Three disclaimers are needed upfront. First, I have publicly been on record describing the actions of Dr. Gebru to be other than those one might rightly expect from a corporate employee who intended to keep their job; I do believe her separation from Google (be it resignation or termination) was appropriate. This article is not about Dr. Gebru’s actions, but I acknowledge that some readers may insist on drawing a linkage, which I reject. Second, ethics, in my view, is about surfacing the questions which need to be asked in order to judge actions, or hopefully pre-judge them, and thus engage in a self-reflective process where the others who may be party to that action or its consequences are treated with respect and as “Thous” in a Martin Buber “I-Thou” relation [9]. To me, ethics is NOT some set of rules. Ethics, to me, is about process and context. Readers who define ethics as rule-based may need to be reminded of this process focus as they read on. Finally, I am not affiliated with Google or Alphabet in any way other than as a retail customer.

What is Good About the Parrot Paper

The very topic of the Parrot Paper is an ethics question: does the current focus on “language models” of an ever-increasing size in the AI/NLP community need a grounding against potential questions of harm, unintended consequences, and “is bigger really better?” The authors thereby raise important issues that the community itself might use as a basis for self-examination. To the extent that the authors of the Parrot Paper succeed in getting the community to pay more attention to these issues, they will be performing a public service.

In its title, the Parrot Paper raises several important issues: (1) what are the risk/benefit trade-offs of using models that are stochastic in nature and which seemingly “parrot” human language use, (2) is there adequate disclosure/discussion to the general public and the media regarding both the stochastic nature of the models and the “parroting” nature of their output and (3) is the use of ever bigger models capable of providing even more statistically-derived correlations the “best” direction to further development of machine intelligence and natural language processing. There exist alternatives to ever-larger models and to pure stochastic-processing. How might the community weigh the trade-offs involved in determining the appropriate model to employ in a given circumstance?

The Parrot Paper correctly identifies an “elephant in the room” for the MI/ML/AI/NLP community: the very basis by which these large language models are created and implemented can be seen as multi-layer neural network-based black boxes — the input is observable, the programming algorithm readable, the output observable, but HOW the algorithm inside that black box produces the output is not articulable in terms humans can comprehend. [10] What we know is some form of “it works.” The Parrot Paper authors prompt readers to examine what is meant by “it works.” Again, a valuable public service is being performed by surfacing that question.

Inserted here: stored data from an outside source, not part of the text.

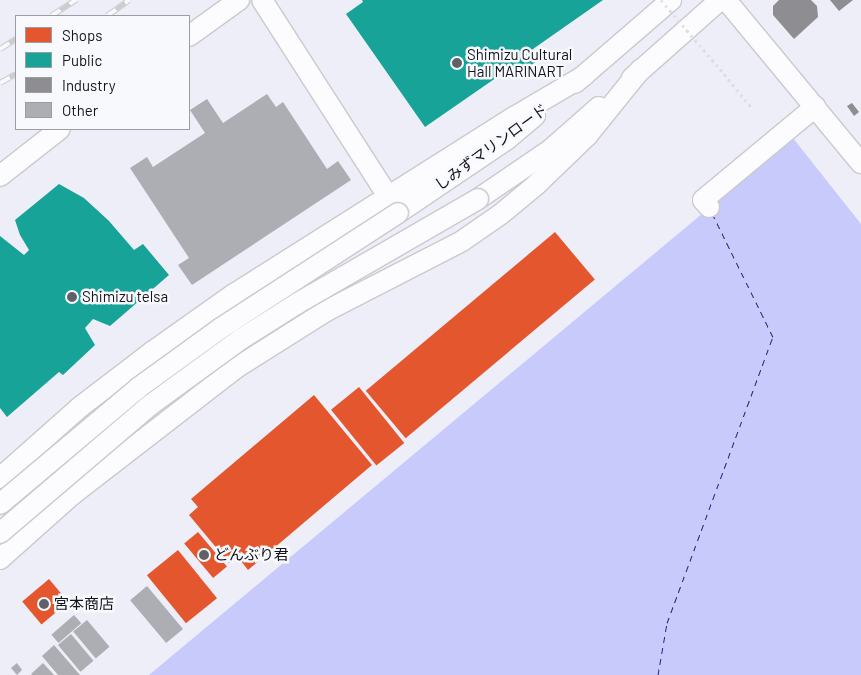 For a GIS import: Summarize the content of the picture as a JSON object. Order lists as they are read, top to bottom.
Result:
{
  "streets": {
    "street": ["しみずマリンロード"]
  },
  "places": [
    "Shimizu Cultural Hall MARINART",
    "Shimizu telsa",
    "どんぶり君",
    "宮本商店"
  ],
  "legend": [
    "Shops",
    "Public",
    "Industry",
    "Other"
  ]
} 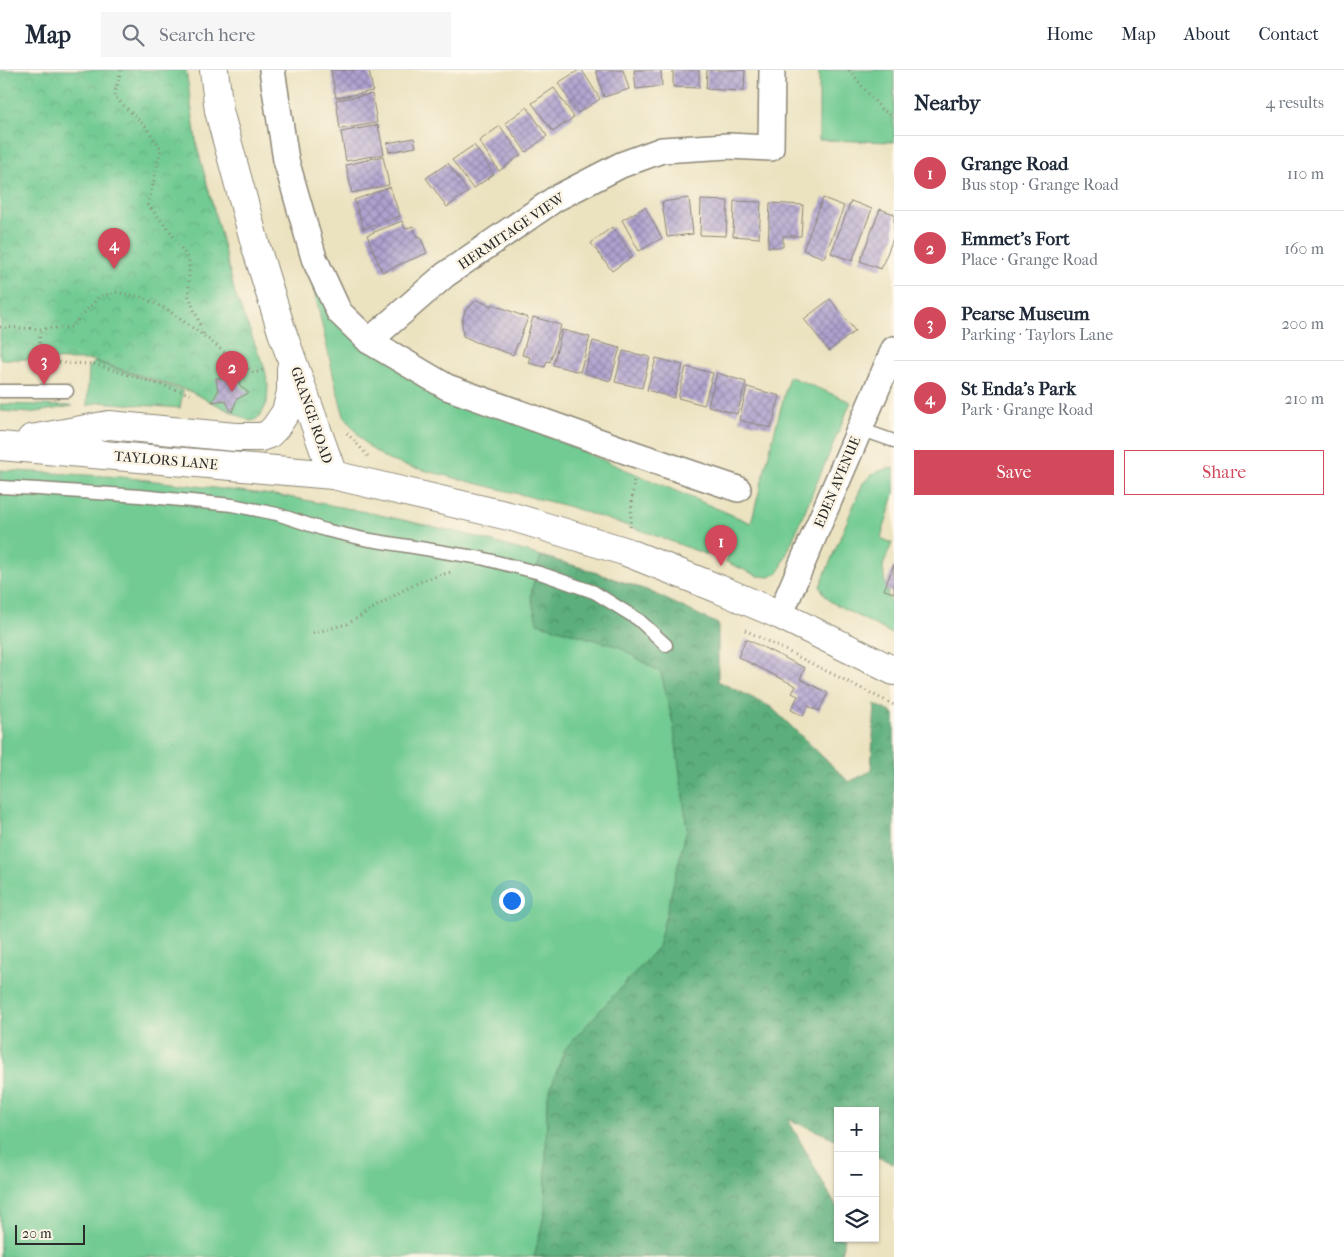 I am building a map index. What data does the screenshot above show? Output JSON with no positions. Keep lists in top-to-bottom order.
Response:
{
  "streets": {
    "main road": ["GRANGE ROAD", "TAYLORS LANE"],
    "street": ["HERMITAGE VIEW", "EDEN AVENUE"]
  },
  "crossings": [
    ["GRANGE ROAD", "TAYLORS LANE"],
    ["GRANGE ROAD", "EDEN AVENUE"]
  ],
  "scale_bar": "20 m",
  "page": {
    "header": "Map",
    "search": "Search here",
    "nav": [
      "Home",
      "Map",
      "About",
      "Contact"
    ],
    "heading": ["Nearby", "4 results"],
    "list": [
      {
        "mark": "1",
        "name": "Grange Road",
        "note": "Bus stop · Grange Road",
        "value": "110 m"
      },
      {
        "mark": "2",
        "name": "Emmet’s Fort",
        "note": "Place · Grange Road",
        "value": "160 m"
      },
      {
        "mark": "3",
        "name": "Pearse Museum",
        "note": "Parking · Taylors Lane",
        "value": "200 m"
      },
      {
        "mark": "4",
        "name": "St Enda's Park",
        "note": "Park · Grange Road",
        "value": "210 m"
      }
    ],
    "pins": [
      "4",
      "3",
      "2",
      "1"
    ],
    "buttons": ["Save", "Share"],
    "map_buttons": ["+", "−"],
    "scale": "20 m"
  }
} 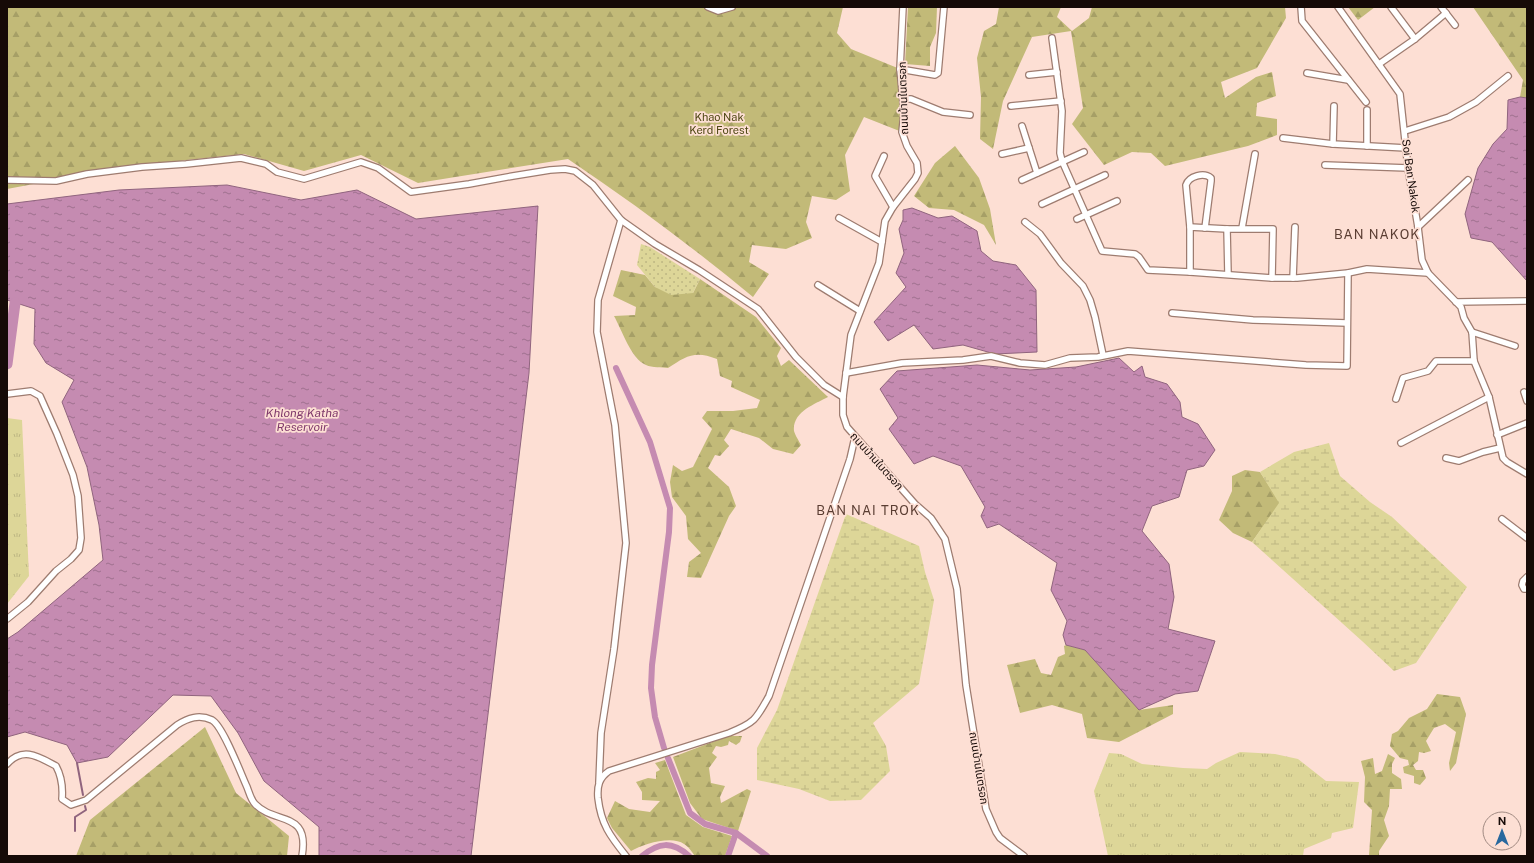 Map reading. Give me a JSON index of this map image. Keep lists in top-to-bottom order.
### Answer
{
  "streets": {
    "street": ["ถนนบ้านในตรอก", "Soi Ban Nakok"]
  },
  "districts": ["BAN NAKOK", "BAN NAI TROK"],
  "water": ["Khlong Katha Reservoir"],
  "parks": ["Khao Nak Kerd Forest"],
  "north": "top"
} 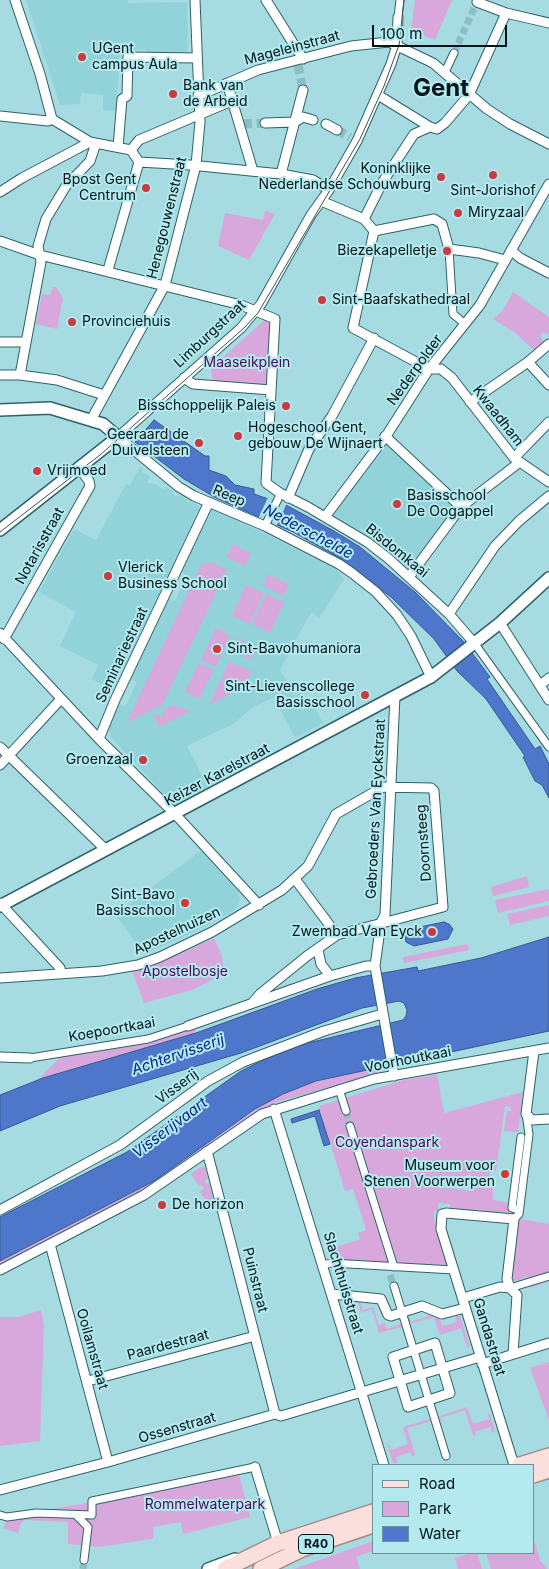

The Parrot Paper questions the community’s emphasis on leaderboards and asks if, instead, there might not be other potentially “better” ways to measure “improvements” and “success.” The authors suggest a series of reporting measures that could be useful in reviewing research and outputs in the community. They ask if the current manner by which success is measured leads the research community AWAY from efforts that might “facilitate long-term progress towards natural language understanding.” [PP line 123]

Most importantly, in my view, the Parrot Paper authors remind readers that potential harm lies in both the careless use/abuse of these language models and in the manner by which the outputs of those models are presented to and perceived by the general public. They quote Prabhu and Birhane echoing Ruha Benjamin: “Feeding AI systems on the world’s beauty, ugliness, and cruelty, but expecting it to reflect only the beauty is a fantasy.” [PP lines 565–567, 11, 12] The danger they cite is quite real. When “users” are unaware of the limitations of the models and their outputs, it is all too easy to confuse seeming coherence and exactness for verisimilitude. Indeed, Dr. Gebru first came to public attention highlighting similar dangers with respect to facial recognition software (a danger which remains, unfortunately, with us [13, 14].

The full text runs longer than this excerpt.